Letter from Empress Catherine the Great

Wednesday, August 23, 2023

August 21 & 22 — Days 44 — Benjamin River to Castine to Belfast — 16NM & 10NM

 The two passages began alike in still water, and we passed a lighthouse in each. 

Pumpkin Is. light with the green buoy in the first passage and Dice Head Light among the pines on the second.  But the wind never came up during the first passage. My one attempt to unfurl the small jib lasted only a few seconds and ended in failure. On the second passage, once we had cleared the Bagaduce River, on the north shore of which rises Castine,  we cut the engine and sailed, albeit an average speed of 1.8 knots, for about an hour and a half. 

Then the wind came up and it was a fun exciting sail most of the may in to Bellfast. We had a chance to play with the schooners each filled with paying passengers out cruising from port to port.


Here in Castine are, from left to right: State of Maine (the training ship of the Maine Maritime Academy, ILENE on mooring and one of the charter schooners. She and another, ended up docked in Belfast.


In a sense, every port town is alike, with a street along the waterfront such as Water St., Front St.,, etc., and other streets perpendicular to it going up hill away from the water. Both Castine and Belfast rise steeply from sea level. They are essentially in the NE and NW corners of Penobscot Bay. And they bring out memories of our prior visits and of Bill and Sando who we first met in Castine because they recognized ILENE as a Saga, and connected with in Belfast (and many other places) in later years. We dined with them in Castine’s fine dining restaurant which was closed on the day of this visit. Hence Thai food in a quirky corner place this time.
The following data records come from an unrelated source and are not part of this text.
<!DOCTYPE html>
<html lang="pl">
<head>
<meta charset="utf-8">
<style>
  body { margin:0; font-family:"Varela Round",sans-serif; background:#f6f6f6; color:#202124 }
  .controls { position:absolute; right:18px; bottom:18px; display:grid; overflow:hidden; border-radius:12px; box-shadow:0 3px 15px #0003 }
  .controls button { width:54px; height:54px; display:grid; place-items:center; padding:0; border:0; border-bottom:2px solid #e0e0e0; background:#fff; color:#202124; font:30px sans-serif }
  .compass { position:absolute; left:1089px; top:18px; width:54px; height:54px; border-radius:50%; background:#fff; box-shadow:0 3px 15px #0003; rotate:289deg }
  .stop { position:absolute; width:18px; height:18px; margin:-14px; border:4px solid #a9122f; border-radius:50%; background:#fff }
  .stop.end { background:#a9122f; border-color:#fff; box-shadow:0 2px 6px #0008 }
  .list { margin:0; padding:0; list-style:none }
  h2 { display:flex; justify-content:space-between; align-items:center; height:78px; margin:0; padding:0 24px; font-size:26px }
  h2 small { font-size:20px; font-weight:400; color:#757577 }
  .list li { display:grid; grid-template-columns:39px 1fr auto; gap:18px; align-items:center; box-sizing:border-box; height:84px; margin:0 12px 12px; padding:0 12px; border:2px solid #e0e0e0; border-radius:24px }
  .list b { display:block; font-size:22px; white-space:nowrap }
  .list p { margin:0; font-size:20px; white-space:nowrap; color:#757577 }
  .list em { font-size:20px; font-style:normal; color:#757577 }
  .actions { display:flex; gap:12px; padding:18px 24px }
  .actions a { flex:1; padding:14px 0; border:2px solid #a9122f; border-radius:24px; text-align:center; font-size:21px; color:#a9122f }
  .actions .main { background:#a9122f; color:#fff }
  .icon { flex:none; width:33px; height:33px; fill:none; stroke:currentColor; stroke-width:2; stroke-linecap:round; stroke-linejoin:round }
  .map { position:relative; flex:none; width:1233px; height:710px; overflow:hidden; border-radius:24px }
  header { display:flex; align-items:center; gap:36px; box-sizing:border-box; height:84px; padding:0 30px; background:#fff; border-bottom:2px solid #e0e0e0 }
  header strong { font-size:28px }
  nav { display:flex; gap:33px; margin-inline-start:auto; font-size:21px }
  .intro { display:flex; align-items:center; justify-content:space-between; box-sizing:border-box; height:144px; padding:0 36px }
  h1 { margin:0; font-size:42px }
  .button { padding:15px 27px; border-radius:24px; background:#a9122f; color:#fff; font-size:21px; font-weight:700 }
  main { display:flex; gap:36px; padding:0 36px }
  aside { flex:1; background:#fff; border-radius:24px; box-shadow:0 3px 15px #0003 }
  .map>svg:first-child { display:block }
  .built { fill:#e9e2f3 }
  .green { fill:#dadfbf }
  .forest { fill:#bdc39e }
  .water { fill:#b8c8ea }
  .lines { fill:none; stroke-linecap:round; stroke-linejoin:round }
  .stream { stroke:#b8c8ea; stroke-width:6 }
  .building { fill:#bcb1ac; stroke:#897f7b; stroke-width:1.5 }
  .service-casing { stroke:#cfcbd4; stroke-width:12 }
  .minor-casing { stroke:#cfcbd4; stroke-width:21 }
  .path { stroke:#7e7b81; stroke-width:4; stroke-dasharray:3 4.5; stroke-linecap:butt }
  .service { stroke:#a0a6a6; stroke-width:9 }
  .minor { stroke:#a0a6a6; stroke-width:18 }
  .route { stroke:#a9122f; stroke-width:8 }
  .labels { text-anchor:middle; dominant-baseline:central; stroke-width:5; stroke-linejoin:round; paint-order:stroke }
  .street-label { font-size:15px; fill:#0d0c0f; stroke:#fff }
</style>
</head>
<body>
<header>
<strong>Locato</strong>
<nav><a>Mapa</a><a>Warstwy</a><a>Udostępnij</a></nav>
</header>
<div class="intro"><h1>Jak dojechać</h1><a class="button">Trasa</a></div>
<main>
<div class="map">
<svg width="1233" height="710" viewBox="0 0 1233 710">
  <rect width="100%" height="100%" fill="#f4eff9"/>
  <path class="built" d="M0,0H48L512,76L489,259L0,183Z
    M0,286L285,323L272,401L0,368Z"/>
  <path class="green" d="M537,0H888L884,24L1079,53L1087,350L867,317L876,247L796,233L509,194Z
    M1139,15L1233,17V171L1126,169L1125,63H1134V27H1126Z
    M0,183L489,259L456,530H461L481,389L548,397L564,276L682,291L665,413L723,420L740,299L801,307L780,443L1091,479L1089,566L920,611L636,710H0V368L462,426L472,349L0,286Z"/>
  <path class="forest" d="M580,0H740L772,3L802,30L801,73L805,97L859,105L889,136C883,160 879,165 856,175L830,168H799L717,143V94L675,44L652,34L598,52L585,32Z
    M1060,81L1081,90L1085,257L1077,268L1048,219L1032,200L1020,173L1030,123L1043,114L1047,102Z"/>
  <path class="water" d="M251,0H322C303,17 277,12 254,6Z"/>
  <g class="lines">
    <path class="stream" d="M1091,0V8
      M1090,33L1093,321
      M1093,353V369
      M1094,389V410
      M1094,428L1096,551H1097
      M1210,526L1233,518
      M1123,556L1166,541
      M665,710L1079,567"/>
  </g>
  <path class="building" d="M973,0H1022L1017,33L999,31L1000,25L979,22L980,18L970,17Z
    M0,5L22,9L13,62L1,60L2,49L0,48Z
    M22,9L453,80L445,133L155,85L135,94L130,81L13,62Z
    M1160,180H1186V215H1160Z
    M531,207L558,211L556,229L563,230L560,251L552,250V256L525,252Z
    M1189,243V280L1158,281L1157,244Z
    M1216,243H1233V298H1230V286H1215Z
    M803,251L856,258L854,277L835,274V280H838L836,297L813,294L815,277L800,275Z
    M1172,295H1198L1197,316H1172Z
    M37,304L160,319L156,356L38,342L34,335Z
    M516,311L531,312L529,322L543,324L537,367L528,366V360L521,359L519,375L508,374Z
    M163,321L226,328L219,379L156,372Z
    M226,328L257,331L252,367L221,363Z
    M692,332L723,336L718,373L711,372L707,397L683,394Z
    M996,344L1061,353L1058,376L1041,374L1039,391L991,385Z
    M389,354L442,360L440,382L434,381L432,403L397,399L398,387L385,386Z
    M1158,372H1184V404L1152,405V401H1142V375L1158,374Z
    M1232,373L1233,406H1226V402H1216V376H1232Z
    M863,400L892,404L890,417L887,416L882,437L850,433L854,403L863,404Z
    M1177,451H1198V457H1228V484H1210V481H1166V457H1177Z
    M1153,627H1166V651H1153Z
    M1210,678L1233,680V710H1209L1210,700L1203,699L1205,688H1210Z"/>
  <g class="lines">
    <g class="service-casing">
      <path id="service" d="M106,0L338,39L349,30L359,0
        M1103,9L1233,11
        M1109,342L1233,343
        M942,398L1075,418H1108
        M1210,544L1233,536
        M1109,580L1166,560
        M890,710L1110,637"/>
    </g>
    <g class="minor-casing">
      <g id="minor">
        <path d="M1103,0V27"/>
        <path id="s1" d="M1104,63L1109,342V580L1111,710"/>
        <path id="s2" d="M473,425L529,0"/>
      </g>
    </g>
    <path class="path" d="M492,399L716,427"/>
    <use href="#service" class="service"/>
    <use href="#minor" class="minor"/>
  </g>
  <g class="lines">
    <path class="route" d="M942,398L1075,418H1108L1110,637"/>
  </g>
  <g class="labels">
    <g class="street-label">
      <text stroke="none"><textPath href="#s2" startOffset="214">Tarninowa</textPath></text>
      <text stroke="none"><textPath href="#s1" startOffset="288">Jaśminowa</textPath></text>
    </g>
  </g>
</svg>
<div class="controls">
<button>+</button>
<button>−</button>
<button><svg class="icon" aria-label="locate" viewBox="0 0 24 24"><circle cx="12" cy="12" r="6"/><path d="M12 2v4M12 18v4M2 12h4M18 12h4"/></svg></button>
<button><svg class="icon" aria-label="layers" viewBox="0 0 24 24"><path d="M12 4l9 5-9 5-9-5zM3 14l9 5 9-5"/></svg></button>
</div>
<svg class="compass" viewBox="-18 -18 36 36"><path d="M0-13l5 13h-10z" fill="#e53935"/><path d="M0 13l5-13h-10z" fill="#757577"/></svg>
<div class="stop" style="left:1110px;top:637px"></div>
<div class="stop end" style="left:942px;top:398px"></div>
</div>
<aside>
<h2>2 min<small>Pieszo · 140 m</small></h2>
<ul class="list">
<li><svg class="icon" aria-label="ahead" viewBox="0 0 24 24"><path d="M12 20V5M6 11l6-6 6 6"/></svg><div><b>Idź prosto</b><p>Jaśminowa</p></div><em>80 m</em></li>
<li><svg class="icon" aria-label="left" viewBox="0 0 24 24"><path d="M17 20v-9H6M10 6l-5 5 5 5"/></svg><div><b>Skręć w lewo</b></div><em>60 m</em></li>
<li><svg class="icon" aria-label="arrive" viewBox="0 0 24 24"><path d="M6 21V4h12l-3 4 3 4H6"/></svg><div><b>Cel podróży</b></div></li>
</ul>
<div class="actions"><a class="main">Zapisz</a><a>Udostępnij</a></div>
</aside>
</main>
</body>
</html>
Last time we walked in the eastern part of town and I jokingly called Castine the town with the greatest number of wooden sign posts memorializing trivial moments in 17th Century history per capita in America. A few random examples:



But the reality is that Castine has a proud, keen and active interest in its history. This time we roamed west, toward the lighthouse in the pines, but did not get that far (it was hot) and we stopped at the free admission Wilson Museum. Wilson, with his PhD from Columbia from before WWI, was an archeologist, anthropologist and collector. He purchased and lived on the island across the Bagaduce River from Castine. The museum has a thorough explanation of the various ages of Earth’s geologic eras, artifacts from native peoples from around the world, and the history of the town, the State of Maine and the Wilson family. Quirky but an interesting 45 minutes. We stopped to mail a check at the “second oldest continually operating U.S. post office in the U.S.”


We saw the newly arrived students of the freshman class of the Maritime Academy practicing at soccer and marching.
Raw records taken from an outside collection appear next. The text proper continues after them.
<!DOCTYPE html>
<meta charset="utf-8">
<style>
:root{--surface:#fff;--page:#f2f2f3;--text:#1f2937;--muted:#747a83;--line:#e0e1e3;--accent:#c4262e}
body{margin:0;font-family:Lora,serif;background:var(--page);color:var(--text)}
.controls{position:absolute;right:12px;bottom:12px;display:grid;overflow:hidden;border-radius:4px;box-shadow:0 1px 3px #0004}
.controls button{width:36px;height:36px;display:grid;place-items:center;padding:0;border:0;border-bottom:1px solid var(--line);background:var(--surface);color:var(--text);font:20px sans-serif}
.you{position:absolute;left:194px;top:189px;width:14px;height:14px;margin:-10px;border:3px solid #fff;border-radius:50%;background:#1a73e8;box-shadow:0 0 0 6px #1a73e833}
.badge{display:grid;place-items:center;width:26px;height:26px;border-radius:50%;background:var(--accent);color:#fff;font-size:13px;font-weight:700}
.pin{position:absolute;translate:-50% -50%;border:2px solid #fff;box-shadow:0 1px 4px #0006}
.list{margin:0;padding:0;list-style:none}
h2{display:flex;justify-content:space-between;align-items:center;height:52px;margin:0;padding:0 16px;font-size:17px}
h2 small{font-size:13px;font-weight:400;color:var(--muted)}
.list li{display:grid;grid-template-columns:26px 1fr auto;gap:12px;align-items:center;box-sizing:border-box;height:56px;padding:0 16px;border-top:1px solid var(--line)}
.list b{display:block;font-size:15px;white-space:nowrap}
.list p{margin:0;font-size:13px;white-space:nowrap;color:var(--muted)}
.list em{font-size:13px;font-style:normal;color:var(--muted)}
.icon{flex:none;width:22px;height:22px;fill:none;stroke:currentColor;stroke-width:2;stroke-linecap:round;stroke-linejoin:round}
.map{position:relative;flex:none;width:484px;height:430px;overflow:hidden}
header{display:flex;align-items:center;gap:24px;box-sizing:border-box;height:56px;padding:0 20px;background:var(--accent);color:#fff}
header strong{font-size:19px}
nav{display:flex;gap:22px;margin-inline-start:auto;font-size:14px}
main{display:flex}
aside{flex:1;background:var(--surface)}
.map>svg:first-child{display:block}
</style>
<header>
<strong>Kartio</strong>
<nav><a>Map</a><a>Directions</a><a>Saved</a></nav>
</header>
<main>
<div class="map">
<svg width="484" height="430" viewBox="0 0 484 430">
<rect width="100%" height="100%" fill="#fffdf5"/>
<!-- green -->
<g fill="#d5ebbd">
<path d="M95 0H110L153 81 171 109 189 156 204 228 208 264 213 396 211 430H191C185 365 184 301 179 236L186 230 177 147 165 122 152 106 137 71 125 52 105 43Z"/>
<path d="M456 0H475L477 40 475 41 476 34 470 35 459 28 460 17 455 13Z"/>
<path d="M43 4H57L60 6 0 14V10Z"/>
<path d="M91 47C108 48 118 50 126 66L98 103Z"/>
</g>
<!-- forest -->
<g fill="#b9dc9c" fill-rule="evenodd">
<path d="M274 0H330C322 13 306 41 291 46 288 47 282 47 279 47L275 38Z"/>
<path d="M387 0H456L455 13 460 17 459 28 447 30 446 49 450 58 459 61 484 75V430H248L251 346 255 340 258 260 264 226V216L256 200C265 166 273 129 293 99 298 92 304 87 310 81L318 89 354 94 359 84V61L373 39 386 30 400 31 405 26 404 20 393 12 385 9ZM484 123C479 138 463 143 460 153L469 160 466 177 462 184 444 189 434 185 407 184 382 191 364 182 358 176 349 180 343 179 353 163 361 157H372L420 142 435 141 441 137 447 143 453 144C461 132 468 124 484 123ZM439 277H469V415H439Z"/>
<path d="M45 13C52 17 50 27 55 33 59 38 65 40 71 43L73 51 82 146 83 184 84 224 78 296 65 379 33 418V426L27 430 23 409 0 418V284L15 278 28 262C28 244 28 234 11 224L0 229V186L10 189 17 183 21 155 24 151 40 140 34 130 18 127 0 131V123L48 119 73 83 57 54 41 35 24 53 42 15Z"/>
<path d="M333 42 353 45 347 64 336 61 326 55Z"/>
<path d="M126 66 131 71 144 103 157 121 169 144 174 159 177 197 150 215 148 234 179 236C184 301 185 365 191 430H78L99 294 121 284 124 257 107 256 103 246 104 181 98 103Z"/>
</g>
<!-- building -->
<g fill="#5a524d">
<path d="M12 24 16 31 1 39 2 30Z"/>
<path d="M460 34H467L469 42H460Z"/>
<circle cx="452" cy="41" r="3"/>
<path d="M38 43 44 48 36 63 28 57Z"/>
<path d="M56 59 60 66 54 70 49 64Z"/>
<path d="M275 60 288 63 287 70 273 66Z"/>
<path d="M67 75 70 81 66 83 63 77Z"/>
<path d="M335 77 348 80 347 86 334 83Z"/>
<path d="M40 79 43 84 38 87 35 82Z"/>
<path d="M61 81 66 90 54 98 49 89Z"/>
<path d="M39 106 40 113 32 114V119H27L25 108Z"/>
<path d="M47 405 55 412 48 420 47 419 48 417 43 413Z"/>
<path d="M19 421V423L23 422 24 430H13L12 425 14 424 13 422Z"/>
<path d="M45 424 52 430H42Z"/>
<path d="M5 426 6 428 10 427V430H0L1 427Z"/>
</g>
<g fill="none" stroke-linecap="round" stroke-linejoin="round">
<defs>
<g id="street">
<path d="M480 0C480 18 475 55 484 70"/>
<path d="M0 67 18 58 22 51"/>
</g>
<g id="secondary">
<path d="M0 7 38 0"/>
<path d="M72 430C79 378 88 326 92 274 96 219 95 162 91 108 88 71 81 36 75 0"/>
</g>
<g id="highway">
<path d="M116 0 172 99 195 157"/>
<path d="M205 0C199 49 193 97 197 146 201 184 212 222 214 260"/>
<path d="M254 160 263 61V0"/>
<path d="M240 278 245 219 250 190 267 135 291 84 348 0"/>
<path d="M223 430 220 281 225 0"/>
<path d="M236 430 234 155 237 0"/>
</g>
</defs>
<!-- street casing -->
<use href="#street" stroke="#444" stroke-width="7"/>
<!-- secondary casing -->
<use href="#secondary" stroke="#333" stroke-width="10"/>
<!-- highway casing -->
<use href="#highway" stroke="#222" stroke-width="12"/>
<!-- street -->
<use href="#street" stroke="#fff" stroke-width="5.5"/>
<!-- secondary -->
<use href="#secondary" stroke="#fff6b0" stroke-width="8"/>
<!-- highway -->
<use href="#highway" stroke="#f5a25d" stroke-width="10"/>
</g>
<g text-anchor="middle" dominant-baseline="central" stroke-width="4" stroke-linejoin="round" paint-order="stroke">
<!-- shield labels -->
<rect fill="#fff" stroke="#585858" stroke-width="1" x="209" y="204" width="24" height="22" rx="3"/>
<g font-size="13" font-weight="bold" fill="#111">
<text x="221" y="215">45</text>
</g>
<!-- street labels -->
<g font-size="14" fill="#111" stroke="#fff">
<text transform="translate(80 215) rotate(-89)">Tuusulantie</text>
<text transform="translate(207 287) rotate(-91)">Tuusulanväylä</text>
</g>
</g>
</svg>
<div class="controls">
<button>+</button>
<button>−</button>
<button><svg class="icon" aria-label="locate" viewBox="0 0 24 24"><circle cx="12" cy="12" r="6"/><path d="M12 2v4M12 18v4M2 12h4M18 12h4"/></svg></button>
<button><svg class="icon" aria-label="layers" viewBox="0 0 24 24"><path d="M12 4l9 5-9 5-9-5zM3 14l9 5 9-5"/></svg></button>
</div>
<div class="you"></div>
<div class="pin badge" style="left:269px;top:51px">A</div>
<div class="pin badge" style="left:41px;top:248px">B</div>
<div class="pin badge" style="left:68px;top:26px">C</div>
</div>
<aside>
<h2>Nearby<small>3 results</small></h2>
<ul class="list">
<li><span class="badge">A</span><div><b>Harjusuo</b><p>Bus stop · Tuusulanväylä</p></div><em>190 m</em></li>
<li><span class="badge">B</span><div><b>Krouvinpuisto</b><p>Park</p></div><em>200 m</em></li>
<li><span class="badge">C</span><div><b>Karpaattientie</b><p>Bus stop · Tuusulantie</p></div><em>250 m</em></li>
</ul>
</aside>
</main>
We were at a mooring right off from the tumbledown old fashioned Eaton’s Boatyard — in the family for generations.

In Belfast, Lene tripped and fell getting from the dink to the dinghy dock and the harbor master provided an ice pack, antiseptic and bandaids. After a rest in her office for half an hour while the shock of the trauma receded, we walked up the main drag. The Old Professor’s Book Store, is still there, but under new management after the death of the professor who used the store to sell off his library. We stopped at the Belfast Co-op Market for provisions and dined at waterfront Nautilus.

I’m flanked by a pair of Ilenes and Cruiser in his favorite “one foot forward” reclining pose.